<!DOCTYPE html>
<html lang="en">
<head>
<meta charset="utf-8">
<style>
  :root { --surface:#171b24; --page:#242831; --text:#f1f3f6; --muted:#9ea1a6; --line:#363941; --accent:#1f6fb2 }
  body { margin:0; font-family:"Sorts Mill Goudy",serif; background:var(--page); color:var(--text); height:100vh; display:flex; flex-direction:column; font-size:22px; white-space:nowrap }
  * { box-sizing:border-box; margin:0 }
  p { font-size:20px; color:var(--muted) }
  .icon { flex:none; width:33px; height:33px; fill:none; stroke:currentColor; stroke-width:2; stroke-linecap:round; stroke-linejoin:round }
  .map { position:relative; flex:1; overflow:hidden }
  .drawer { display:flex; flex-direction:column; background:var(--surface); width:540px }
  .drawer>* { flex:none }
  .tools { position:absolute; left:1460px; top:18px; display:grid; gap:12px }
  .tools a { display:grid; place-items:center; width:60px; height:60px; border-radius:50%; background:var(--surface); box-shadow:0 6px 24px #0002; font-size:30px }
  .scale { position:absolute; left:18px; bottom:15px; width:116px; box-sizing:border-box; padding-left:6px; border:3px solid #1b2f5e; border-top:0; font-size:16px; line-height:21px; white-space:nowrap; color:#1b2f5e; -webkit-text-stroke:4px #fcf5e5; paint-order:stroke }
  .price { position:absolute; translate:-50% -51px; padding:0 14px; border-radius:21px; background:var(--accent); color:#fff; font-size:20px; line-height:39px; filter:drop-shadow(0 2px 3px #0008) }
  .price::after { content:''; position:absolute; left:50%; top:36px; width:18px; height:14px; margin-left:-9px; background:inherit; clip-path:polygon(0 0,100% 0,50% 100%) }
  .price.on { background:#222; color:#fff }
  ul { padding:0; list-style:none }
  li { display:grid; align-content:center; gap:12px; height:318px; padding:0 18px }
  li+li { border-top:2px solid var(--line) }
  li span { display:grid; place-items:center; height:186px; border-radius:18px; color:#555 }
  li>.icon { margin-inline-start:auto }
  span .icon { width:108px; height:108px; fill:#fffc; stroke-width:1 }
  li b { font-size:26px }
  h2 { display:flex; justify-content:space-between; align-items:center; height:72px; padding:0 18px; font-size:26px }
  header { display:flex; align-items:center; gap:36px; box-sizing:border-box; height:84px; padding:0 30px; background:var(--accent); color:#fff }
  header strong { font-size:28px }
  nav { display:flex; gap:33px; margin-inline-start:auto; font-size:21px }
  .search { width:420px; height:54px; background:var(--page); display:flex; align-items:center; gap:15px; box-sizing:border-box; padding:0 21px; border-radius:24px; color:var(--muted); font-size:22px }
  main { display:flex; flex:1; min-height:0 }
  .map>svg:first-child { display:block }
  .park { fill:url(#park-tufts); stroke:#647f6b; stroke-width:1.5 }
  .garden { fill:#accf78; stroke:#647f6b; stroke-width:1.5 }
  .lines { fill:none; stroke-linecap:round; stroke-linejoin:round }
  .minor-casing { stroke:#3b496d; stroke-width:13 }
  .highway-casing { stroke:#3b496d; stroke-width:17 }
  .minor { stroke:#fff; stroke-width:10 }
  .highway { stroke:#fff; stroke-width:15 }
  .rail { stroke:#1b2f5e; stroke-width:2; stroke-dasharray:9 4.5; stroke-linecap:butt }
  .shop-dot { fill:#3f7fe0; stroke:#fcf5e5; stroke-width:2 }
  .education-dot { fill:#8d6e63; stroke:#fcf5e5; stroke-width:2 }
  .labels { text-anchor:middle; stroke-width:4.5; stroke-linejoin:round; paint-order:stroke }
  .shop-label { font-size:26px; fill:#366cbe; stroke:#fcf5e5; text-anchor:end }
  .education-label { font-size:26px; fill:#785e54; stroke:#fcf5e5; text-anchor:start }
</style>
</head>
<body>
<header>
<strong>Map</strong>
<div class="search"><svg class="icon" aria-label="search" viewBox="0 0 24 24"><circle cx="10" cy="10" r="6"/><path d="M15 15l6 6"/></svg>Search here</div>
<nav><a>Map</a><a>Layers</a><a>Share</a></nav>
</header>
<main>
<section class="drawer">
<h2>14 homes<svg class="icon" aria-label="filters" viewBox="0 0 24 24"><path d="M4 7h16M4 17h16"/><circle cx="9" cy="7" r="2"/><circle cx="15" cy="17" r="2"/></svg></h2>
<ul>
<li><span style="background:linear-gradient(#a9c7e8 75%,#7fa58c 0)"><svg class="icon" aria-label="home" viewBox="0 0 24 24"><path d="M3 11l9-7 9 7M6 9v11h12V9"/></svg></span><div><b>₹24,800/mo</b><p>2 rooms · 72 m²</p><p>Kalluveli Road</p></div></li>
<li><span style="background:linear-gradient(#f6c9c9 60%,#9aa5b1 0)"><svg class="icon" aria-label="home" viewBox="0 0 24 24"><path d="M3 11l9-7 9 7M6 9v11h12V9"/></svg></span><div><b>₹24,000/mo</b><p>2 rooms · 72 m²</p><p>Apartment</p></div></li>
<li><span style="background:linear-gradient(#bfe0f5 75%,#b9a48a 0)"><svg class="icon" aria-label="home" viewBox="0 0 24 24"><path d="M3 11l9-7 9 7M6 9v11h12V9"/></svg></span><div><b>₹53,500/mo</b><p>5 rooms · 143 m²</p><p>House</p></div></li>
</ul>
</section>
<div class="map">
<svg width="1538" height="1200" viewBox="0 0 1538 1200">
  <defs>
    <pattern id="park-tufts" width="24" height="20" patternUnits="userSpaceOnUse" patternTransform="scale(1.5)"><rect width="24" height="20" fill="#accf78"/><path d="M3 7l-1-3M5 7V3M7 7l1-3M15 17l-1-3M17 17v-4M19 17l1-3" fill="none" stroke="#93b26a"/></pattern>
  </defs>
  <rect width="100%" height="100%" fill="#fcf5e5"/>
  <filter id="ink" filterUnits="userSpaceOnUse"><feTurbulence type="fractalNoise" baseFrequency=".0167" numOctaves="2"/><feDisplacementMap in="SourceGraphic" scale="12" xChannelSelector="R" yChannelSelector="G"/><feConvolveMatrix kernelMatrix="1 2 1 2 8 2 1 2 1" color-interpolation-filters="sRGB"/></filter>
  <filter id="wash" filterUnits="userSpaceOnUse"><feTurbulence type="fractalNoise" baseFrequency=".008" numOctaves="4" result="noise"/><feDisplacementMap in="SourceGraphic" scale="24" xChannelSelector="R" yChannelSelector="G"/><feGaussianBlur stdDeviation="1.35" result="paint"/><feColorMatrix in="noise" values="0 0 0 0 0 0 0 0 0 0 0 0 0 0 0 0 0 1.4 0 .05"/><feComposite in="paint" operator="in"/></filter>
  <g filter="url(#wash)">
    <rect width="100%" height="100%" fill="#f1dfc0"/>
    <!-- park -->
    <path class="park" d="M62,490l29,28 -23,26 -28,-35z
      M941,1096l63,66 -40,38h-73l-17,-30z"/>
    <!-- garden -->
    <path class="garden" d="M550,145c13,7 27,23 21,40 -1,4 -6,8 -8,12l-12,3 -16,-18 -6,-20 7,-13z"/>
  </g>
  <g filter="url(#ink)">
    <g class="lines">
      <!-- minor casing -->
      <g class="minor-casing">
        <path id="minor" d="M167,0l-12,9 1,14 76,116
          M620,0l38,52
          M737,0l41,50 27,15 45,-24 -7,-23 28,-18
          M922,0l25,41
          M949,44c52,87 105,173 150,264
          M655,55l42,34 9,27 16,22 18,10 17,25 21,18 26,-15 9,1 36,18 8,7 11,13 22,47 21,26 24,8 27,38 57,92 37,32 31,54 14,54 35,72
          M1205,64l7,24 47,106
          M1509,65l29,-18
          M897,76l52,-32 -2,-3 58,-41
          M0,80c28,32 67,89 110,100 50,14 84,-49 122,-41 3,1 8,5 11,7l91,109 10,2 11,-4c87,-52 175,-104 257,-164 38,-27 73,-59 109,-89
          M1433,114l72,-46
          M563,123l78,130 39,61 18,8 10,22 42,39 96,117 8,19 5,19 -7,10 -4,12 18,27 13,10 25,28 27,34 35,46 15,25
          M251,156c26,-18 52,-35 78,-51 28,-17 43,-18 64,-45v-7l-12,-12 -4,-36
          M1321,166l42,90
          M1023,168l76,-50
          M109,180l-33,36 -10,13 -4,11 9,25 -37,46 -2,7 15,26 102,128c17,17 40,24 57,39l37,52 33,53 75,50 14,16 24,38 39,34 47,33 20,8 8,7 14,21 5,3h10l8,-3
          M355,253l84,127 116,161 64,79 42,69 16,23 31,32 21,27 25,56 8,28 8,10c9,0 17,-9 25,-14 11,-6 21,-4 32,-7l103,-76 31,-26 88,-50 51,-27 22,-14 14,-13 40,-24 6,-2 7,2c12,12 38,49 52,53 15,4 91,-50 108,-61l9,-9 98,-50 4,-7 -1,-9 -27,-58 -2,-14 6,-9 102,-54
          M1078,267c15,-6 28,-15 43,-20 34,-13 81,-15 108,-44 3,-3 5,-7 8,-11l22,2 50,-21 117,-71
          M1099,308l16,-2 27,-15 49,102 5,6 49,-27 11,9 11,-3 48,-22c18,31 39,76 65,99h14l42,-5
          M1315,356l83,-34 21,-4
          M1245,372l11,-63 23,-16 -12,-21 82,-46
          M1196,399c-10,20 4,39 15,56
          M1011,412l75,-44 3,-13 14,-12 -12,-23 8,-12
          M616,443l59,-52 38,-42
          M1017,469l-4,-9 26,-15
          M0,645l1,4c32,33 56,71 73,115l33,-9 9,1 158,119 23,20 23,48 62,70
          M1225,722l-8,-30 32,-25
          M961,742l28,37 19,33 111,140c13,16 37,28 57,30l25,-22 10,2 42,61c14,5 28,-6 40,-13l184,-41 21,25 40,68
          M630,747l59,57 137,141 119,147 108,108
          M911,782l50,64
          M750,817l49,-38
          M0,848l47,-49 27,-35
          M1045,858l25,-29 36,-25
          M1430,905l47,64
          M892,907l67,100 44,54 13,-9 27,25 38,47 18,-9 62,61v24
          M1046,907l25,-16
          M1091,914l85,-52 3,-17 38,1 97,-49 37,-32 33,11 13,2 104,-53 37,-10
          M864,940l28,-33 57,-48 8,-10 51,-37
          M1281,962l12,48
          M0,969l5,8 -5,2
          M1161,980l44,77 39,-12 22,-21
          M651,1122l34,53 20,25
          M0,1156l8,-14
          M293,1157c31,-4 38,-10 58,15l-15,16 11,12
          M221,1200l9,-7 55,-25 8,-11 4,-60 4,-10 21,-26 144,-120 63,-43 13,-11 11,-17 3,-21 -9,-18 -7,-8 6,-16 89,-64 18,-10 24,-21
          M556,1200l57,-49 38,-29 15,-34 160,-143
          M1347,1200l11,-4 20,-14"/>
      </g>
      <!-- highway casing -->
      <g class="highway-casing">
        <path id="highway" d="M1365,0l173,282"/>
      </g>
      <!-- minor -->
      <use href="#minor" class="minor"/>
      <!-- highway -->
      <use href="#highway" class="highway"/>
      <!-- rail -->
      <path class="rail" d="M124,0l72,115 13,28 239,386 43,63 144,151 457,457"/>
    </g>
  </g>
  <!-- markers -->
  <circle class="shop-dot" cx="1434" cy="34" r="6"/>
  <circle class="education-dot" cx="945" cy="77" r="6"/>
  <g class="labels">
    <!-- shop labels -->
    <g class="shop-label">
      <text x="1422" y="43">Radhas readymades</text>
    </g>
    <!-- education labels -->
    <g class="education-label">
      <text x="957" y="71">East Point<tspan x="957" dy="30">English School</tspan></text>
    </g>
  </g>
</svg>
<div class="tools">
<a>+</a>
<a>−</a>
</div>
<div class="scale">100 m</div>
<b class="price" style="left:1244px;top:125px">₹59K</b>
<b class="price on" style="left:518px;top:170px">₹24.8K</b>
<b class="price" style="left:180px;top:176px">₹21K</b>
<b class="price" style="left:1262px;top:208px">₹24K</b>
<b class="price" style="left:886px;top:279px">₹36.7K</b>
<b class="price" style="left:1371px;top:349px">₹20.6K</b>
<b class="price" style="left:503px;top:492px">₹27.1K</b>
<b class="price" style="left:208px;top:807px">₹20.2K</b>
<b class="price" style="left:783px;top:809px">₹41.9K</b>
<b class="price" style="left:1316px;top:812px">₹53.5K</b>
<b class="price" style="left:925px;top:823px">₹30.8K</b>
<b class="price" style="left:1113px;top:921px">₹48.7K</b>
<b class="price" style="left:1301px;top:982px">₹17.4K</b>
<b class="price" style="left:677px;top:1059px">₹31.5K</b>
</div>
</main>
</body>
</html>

### PROMPT
Each line containing the word "drawer" needs to be copied from the data above.

### RESPONSE FOR THIS EXERCISE
  .drawer { display:flex; flex-direction:column; background:var(--surface); width:540px }
  .drawer>* { flex:none }
<section class="drawer">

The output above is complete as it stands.